▶ **THE INPUT**:
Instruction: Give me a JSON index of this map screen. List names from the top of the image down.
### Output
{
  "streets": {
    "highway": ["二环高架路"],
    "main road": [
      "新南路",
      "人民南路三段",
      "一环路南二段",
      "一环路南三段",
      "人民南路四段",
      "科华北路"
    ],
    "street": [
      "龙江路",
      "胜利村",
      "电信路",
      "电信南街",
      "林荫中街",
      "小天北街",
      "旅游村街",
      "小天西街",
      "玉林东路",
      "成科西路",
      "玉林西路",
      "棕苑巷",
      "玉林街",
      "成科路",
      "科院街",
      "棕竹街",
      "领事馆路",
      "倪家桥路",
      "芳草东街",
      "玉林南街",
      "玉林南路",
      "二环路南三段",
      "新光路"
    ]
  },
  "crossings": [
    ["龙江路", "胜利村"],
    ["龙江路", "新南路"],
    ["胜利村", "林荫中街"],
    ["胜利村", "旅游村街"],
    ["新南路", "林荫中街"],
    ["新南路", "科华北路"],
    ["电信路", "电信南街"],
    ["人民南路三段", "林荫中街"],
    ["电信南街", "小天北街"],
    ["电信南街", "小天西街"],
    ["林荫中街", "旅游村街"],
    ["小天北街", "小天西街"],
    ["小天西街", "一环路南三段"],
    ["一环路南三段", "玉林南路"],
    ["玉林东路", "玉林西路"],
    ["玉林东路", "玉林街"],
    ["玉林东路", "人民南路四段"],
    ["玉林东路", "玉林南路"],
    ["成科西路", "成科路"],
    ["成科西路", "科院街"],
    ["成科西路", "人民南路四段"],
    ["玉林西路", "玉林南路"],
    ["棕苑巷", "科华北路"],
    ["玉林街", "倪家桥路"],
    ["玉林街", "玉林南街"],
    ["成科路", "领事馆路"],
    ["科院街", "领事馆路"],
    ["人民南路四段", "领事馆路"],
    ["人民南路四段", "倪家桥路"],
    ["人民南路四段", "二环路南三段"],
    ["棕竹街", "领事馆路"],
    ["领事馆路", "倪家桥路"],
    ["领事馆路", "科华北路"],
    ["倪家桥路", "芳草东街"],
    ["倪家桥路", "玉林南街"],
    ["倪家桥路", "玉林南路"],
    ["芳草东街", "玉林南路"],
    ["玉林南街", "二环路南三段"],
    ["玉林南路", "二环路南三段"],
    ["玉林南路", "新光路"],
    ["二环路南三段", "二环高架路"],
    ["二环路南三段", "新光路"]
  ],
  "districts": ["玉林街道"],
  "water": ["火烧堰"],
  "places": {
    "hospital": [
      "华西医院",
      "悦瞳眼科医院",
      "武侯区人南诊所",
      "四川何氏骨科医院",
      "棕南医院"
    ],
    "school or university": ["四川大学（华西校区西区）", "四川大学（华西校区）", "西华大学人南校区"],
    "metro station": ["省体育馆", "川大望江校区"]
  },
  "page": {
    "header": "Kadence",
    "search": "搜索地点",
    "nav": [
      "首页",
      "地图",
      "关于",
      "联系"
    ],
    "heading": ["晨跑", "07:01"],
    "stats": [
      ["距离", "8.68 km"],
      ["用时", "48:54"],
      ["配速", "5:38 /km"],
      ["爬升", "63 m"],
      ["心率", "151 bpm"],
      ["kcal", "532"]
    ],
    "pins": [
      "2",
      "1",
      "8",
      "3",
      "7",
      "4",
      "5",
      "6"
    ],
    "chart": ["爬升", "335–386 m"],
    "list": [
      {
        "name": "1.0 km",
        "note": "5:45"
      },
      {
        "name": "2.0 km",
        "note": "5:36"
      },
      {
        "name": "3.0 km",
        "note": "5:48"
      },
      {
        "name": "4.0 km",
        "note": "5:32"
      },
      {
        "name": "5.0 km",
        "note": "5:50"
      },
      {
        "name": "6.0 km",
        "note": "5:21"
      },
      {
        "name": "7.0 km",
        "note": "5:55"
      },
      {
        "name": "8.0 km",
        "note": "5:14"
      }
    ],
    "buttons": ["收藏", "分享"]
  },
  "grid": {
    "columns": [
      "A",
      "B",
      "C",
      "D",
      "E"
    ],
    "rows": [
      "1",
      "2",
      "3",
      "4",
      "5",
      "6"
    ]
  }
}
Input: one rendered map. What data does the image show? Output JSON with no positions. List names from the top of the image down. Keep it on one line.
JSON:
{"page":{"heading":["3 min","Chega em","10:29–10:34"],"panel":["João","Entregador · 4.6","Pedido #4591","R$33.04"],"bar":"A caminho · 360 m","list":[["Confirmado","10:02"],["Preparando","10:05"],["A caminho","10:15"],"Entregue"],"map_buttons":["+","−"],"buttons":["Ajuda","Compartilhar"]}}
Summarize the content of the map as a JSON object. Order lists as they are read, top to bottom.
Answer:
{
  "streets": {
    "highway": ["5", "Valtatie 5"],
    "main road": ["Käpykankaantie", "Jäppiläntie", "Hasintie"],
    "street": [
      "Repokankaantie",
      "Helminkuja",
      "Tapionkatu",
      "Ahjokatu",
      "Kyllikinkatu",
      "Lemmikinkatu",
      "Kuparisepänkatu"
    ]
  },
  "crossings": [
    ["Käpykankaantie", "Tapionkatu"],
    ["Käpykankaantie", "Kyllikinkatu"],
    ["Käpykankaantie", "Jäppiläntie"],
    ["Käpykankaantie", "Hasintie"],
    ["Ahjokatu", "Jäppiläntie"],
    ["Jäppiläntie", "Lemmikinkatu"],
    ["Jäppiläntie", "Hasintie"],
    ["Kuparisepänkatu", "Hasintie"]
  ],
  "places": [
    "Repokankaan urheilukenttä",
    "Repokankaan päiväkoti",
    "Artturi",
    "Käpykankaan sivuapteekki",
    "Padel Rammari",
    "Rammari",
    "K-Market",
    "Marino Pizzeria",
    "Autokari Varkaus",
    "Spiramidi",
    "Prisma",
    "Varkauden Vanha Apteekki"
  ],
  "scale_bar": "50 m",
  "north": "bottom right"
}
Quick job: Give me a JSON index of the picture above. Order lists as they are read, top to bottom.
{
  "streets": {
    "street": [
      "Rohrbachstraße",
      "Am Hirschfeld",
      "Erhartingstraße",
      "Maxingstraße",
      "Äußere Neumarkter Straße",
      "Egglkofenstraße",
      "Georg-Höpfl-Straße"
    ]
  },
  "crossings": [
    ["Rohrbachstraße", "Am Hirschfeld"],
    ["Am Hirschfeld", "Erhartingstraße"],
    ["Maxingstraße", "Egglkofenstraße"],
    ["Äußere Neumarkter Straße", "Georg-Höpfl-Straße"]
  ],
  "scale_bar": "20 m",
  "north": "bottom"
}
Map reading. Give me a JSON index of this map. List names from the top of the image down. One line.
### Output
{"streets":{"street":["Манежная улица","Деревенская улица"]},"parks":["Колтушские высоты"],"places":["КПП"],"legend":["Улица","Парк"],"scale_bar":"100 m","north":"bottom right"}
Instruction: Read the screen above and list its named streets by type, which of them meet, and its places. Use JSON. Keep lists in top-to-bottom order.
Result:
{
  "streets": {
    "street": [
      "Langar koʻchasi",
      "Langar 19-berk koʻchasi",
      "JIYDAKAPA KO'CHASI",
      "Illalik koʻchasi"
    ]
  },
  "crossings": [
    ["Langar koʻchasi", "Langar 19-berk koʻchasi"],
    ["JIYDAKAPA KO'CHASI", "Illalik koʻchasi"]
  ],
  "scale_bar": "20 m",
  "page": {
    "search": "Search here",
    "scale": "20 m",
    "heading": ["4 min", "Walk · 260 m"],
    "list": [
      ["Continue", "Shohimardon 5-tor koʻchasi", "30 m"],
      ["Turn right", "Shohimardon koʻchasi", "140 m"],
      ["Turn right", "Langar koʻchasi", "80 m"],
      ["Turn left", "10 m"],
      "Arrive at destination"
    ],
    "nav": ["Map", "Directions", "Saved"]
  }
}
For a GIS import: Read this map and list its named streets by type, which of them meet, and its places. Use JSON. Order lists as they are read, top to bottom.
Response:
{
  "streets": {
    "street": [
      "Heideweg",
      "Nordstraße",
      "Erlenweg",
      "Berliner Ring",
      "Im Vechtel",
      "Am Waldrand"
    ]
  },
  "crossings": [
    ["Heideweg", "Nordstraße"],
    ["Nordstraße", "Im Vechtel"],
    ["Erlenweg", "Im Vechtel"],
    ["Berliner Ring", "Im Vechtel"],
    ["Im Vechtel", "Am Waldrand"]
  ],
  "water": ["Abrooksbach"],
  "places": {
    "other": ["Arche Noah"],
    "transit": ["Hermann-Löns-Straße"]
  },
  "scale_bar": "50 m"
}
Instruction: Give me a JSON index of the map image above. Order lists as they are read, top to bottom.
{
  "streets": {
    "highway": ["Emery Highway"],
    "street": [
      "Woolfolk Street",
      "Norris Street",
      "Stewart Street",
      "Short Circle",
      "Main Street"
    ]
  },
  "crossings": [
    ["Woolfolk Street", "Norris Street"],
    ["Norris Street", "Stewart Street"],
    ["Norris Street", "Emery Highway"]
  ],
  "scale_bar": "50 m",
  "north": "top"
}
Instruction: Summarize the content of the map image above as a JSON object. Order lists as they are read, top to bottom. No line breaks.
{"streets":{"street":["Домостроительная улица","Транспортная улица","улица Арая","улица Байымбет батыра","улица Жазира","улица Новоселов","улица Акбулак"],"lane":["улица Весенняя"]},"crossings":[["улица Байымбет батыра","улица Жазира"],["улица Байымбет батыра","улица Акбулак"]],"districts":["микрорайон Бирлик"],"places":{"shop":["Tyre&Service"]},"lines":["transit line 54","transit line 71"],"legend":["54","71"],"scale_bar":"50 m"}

▶ **AIM OF THE TASK**:
Check each line above for the string "berk", then copy the ones that have it.

▶ **THE ANSWER**:
      "Langar 19-berk koʻchasi",
    ["Langar koʻchasi", "Langar 19-berk koʻchasi"],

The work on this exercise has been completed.